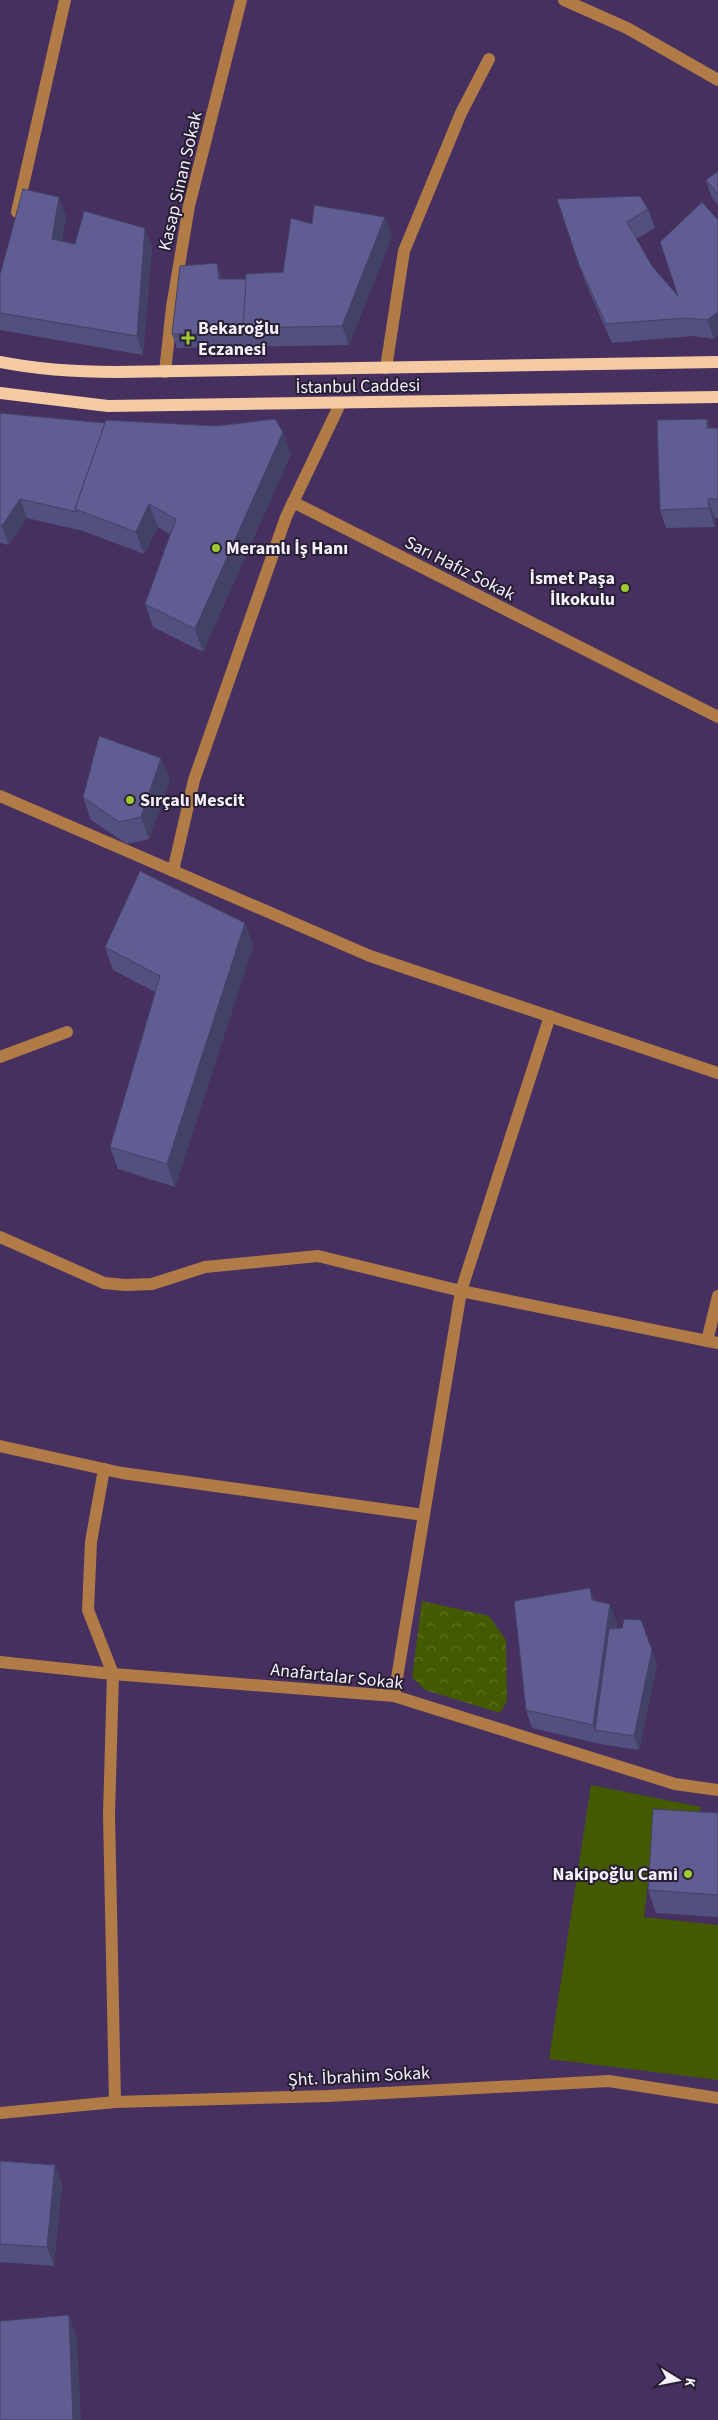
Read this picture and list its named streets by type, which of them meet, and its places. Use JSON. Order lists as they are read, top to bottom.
{
  "streets": {
    "main road": ["İstanbul Caddesi"],
    "street": [
      "Kasap Sinan Sokak",
      "Sarı Hafız Sokak",
      "Anafartalar Sokak",
      "Şht. İbrahim Sokak"
    ]
  },
  "crossings": [
    ["Kasap Sinan Sokak", "İstanbul Caddesi"]
  ],
  "places": {
    "health": ["Bekaroğlu Eczanesi"],
    "other": [
      "Meramlı İş Hanı",
      "İsmet Paşa İlkokulu",
      "Sırçalı Mescit",
      "Nakipoğlu Cami"
    ]
  },
  "north": "right"
}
#####
## Activity
Write out the material above without changing a word, and skip any picture.

## Finished exercise
Read this picture and list its named streets by type, which of them meet, and its places. Use JSON. Order lists as they are read, top to bottom.
{
  "streets": {
    "main road": ["İstanbul Caddesi"],
    "street": [
      "Kasap Sinan Sokak",
      "Sarı Hafız Sokak",
      "Anafartalar Sokak",
      "Şht. İbrahim Sokak"
    ]
  },
  "crossings": [
    ["Kasap Sinan Sokak", "İstanbul Caddesi"]
  ],
  "places": {
    "health": ["Bekaroğlu Eczanesi"],
    "other": [
      "Meramlı İş Hanı",
      "İsmet Paşa İlkokulu",
      "Sırçalı Mescit",
      "Nakipoğlu Cami"
    ]
  },
  "north": "right"
}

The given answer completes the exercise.